━━ Records for the task ━━

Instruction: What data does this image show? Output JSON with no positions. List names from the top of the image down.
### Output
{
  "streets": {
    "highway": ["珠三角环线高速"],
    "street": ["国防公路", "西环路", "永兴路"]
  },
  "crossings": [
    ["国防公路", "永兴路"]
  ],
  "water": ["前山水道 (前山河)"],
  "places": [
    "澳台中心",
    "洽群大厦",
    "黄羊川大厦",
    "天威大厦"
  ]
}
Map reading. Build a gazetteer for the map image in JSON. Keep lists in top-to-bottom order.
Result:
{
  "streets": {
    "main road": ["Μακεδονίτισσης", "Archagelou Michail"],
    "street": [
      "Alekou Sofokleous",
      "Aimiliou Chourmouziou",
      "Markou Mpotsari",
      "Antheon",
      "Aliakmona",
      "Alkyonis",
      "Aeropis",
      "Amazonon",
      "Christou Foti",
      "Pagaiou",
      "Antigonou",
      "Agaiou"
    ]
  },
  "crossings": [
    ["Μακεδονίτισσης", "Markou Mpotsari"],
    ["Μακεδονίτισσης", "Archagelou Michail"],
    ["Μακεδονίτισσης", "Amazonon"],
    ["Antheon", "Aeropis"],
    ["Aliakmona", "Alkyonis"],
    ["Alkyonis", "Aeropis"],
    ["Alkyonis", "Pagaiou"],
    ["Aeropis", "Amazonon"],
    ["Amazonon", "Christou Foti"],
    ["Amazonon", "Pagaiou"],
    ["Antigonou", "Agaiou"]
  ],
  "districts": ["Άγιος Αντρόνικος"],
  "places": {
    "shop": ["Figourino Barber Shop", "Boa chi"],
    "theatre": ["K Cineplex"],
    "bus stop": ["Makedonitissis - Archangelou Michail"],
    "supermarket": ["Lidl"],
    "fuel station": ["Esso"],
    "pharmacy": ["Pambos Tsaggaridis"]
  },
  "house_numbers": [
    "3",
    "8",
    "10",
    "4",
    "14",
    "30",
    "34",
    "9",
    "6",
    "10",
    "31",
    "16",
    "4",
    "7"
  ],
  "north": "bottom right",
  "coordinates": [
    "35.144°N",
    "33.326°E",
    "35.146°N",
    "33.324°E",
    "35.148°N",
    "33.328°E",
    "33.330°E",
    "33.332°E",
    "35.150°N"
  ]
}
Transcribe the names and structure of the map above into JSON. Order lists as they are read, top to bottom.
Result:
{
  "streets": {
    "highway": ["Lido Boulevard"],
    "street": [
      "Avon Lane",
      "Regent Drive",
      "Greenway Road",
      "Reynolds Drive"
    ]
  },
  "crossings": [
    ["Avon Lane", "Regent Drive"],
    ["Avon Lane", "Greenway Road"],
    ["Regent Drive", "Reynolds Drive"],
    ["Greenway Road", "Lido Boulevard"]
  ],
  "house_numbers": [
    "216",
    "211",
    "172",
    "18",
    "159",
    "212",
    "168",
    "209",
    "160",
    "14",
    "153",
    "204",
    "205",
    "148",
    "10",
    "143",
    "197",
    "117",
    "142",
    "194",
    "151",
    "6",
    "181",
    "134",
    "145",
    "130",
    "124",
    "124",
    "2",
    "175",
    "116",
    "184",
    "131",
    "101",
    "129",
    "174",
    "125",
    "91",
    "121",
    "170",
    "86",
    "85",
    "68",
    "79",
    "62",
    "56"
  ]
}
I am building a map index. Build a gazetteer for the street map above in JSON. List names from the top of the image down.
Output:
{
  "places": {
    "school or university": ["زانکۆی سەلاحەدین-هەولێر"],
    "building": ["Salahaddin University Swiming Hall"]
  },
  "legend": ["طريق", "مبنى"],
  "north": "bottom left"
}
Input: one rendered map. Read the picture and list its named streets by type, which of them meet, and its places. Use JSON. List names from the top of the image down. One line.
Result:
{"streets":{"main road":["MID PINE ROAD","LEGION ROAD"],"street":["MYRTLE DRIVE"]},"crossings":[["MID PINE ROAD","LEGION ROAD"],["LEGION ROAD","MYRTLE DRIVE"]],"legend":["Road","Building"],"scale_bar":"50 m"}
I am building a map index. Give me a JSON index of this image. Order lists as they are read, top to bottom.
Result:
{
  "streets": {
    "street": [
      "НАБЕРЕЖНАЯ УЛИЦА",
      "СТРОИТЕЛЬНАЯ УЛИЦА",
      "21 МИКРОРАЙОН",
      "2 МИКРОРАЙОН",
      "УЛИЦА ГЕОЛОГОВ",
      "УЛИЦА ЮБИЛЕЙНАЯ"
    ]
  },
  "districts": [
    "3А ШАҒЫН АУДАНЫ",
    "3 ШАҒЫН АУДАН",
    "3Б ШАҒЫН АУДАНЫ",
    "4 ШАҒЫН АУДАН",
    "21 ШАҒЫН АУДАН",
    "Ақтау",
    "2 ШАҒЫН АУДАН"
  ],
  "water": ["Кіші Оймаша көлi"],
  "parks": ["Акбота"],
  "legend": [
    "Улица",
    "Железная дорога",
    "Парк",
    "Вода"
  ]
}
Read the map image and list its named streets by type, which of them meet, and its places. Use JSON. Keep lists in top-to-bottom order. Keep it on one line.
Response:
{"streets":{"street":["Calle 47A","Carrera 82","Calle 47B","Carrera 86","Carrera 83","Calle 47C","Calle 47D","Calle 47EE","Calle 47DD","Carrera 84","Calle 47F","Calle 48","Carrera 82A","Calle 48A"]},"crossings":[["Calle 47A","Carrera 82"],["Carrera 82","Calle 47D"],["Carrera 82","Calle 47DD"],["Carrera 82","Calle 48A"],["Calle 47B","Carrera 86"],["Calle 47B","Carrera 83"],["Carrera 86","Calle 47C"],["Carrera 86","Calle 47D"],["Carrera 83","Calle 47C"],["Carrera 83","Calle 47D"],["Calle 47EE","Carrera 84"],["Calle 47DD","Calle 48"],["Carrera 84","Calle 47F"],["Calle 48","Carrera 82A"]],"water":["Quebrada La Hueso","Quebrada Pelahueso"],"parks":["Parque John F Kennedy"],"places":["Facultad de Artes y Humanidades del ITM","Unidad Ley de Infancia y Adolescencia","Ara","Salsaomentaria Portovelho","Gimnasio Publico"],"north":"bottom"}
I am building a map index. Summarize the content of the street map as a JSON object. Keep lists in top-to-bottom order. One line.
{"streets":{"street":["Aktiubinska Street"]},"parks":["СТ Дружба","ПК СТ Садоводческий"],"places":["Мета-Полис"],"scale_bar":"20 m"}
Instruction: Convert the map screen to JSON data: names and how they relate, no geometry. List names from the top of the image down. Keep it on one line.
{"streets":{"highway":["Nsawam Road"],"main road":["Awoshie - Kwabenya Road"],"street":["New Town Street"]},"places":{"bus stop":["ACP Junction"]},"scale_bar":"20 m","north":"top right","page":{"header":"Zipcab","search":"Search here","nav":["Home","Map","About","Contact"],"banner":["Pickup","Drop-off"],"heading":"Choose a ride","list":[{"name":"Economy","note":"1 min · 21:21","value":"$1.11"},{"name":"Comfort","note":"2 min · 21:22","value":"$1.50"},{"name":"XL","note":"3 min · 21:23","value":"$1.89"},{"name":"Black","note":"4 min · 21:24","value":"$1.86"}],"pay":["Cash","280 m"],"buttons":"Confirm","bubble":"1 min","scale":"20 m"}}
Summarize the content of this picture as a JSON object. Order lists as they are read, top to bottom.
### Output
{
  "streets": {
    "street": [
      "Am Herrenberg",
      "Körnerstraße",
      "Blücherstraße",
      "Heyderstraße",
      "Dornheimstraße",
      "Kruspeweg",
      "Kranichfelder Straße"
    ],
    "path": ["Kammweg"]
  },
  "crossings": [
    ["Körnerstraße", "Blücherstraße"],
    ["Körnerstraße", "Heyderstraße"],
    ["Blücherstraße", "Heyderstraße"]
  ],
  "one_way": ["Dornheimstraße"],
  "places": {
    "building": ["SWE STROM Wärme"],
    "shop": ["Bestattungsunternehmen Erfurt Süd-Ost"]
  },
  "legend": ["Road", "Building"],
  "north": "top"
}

━━━

## Task item
Return exactly the lines from the beginning of the data above through the one containing "Map reading. Build", please. Include both end lines and add nothing else.

## Finished task
Instruction: What data does this image show? Output JSON with no positions. List names from the top of the image down.
### Output
{
  "streets": {
    "highway": ["珠三角环线高速"],
    "street": ["国防公路", "西环路", "永兴路"]
  },
  "crossings": [
    ["国防公路", "永兴路"]
  ],
  "water": ["前山水道 (前山河)"],
  "places": [
    "澳台中心",
    "洽群大厦",
    "黄羊川大厦",
    "天威大厦"
  ]
}
Map reading. Build a gazetteer for the map image in JSON. Keep lists in top-to-bottom order.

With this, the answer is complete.